*** Begin section ***

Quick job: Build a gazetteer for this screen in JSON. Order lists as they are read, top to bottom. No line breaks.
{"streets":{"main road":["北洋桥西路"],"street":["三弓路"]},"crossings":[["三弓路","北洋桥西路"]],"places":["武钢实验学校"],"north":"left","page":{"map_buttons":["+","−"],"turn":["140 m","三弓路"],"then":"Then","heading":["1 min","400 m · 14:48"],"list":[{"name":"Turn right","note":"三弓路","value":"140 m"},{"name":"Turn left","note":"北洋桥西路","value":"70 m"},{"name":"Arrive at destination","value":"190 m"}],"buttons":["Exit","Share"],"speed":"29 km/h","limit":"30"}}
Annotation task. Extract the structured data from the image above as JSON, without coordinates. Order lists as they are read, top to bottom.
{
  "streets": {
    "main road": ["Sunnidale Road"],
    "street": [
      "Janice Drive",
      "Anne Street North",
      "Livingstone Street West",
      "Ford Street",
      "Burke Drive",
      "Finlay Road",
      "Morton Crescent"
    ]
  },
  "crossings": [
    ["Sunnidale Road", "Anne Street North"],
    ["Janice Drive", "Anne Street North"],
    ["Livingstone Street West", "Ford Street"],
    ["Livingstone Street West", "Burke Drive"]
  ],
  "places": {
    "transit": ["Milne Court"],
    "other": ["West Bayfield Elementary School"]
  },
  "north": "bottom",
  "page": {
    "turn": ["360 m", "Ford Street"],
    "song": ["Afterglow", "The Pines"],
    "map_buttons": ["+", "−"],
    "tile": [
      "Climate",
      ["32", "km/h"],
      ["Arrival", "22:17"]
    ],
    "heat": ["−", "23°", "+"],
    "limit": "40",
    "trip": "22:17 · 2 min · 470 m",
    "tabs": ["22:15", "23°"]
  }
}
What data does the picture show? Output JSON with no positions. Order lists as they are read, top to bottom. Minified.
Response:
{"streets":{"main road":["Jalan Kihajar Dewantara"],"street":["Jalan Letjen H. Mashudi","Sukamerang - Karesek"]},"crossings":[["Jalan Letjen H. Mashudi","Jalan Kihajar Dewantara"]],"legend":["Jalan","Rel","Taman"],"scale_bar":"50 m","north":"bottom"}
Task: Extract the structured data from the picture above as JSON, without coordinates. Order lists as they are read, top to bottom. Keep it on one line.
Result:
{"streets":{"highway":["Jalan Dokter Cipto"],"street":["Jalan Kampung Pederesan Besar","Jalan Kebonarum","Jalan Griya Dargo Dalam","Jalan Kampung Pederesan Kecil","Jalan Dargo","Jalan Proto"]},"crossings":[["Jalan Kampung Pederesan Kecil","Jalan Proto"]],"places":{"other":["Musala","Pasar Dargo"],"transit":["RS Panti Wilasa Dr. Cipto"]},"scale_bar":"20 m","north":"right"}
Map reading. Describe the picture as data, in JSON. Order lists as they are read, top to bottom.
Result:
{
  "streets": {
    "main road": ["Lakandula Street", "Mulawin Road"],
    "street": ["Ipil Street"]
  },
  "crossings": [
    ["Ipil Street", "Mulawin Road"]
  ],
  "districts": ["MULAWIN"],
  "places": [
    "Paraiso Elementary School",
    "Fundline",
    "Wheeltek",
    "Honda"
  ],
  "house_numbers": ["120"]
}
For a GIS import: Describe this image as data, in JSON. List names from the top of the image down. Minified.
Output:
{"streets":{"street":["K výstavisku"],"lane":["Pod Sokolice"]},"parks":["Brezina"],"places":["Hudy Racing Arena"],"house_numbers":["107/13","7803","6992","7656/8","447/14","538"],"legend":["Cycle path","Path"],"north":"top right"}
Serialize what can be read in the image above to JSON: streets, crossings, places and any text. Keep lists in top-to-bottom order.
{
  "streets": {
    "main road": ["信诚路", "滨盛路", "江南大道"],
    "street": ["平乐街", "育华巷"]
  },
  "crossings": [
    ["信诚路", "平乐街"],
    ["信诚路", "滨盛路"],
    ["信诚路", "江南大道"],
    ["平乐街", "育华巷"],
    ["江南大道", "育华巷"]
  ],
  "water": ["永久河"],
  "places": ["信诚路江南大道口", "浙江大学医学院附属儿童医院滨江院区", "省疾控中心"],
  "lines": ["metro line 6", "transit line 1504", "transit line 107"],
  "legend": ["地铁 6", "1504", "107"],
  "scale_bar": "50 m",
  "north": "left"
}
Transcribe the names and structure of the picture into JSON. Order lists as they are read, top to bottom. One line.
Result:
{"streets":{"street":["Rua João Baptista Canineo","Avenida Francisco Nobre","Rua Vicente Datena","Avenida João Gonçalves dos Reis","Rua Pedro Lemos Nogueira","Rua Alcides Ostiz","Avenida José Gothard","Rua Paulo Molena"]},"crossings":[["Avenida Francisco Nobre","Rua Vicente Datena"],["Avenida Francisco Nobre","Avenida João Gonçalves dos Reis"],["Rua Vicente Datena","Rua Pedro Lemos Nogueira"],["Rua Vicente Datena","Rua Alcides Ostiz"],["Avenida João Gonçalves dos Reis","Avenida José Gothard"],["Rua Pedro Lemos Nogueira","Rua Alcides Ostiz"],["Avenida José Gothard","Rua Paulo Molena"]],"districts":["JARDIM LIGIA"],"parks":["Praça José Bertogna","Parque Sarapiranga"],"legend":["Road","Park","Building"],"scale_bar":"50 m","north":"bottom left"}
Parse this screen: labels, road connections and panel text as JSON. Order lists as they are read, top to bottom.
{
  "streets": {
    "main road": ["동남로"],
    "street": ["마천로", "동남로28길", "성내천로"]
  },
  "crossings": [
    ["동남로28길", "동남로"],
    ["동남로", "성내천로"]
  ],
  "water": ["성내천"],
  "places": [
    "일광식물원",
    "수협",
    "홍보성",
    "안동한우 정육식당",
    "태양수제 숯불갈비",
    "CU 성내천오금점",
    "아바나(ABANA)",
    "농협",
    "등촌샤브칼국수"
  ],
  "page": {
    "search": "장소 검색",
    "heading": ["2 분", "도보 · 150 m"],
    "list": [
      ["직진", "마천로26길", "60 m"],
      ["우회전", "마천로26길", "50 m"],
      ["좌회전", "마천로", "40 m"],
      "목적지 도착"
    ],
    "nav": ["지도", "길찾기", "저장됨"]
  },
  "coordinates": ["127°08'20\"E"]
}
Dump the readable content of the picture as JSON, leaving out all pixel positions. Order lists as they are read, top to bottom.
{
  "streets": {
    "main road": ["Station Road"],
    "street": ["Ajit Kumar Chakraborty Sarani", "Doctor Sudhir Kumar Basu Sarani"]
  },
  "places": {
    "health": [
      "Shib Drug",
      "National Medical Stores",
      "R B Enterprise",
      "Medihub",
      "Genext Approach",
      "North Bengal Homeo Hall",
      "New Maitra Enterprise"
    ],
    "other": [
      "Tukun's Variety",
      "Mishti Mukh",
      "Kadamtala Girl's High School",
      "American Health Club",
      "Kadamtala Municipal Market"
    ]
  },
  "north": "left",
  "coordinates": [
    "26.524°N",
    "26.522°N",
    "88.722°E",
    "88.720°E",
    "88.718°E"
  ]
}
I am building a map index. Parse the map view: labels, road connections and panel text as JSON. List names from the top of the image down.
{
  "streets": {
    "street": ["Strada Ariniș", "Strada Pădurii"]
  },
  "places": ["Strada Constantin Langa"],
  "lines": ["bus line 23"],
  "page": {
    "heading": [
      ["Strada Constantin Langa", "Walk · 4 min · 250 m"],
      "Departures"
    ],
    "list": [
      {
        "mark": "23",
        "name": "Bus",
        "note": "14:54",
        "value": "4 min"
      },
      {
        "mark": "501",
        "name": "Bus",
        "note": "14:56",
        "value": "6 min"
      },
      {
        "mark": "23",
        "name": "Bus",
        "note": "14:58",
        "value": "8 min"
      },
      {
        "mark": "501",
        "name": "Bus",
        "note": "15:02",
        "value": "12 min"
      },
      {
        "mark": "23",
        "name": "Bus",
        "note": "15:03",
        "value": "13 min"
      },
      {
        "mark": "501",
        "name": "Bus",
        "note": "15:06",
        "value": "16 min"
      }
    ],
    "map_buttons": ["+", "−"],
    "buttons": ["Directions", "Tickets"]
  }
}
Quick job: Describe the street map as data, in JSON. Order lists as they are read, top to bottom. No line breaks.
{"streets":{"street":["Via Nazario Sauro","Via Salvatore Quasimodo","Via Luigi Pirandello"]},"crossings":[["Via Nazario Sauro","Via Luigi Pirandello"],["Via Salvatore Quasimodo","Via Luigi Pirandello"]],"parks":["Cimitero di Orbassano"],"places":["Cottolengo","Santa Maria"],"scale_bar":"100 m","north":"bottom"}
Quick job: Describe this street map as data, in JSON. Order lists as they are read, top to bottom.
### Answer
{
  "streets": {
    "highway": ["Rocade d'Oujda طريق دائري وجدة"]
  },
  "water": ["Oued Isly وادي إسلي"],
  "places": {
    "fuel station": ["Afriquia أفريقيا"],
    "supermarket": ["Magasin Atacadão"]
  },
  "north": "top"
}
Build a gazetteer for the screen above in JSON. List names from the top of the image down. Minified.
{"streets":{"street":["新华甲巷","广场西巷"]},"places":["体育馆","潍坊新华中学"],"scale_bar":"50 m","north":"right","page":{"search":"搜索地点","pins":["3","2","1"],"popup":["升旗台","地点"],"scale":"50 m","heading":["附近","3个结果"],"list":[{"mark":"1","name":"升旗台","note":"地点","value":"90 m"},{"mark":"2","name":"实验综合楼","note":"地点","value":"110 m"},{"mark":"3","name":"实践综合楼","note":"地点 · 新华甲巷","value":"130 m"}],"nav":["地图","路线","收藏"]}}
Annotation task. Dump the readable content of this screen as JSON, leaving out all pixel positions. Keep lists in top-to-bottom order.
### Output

*** End section ***

Give back the listing exactly, please, from its first line to the line containing "What data does", inclusive, and nothing past that line.

RESULT:
Quick job: Build a gazetteer for this screen in JSON. Order lists as they are read, top to bottom. No line breaks.
{"streets":{"main road":["北洋桥西路"],"street":["三弓路"]},"crossings":[["三弓路","北洋桥西路"]],"places":["武钢实验学校"],"north":"left","page":{"map_buttons":["+","−"],"turn":["140 m","三弓路"],"then":"Then","heading":["1 min","400 m · 14:48"],"list":[{"name":"Turn right","note":"三弓路","value":"140 m"},{"name":"Turn left","note":"北洋桥西路","value":"70 m"},{"name":"Arrive at destination","value":"190 m"}],"buttons":["Exit","Share"],"speed":"29 km/h","limit":"30"}}
Annotation task. Extract the structured data from the image above as JSON, without coordinates. Order lists as they are read, top to bottom.
{
  "streets": {
    "main road": ["Sunnidale Road"],
    "street": [
      "Janice Drive",
      "Anne Street North",
      "Livingstone Street West",
      "Ford Street",
      "Burke Drive",
      "Finlay Road",
      "Morton Crescent"
    ]
  },
  "crossings": [
    ["Sunnidale Road", "Anne Street North"],
    ["Janice Drive", "Anne Street North"],
    ["Livingstone Street West", "Ford Street"],
    ["Livingstone Street West", "Burke Drive"]
  ],
  "places": {
    "transit": ["Milne Court"],
    "other": ["West Bayfield Elementary School"]
  },
  "north": "bottom",
  "page": {
    "turn": ["360 m", "Ford Street"],
    "song": ["Afterglow", "The Pines"],
    "map_buttons": ["+", "−"],
    "tile": [
      "Climate",
      ["32", "km/h"],
      ["Arrival", "22:17"]
    ],
    "heat": ["−", "23°", "+"],
    "limit": "40",
    "trip": "22:17 · 2 min · 470 m",
    "tabs": ["22:15", "23°"]
  }
}
What data does the picture show? Output JSON with no positions. Order lists as they are read, top to bottom. Minified.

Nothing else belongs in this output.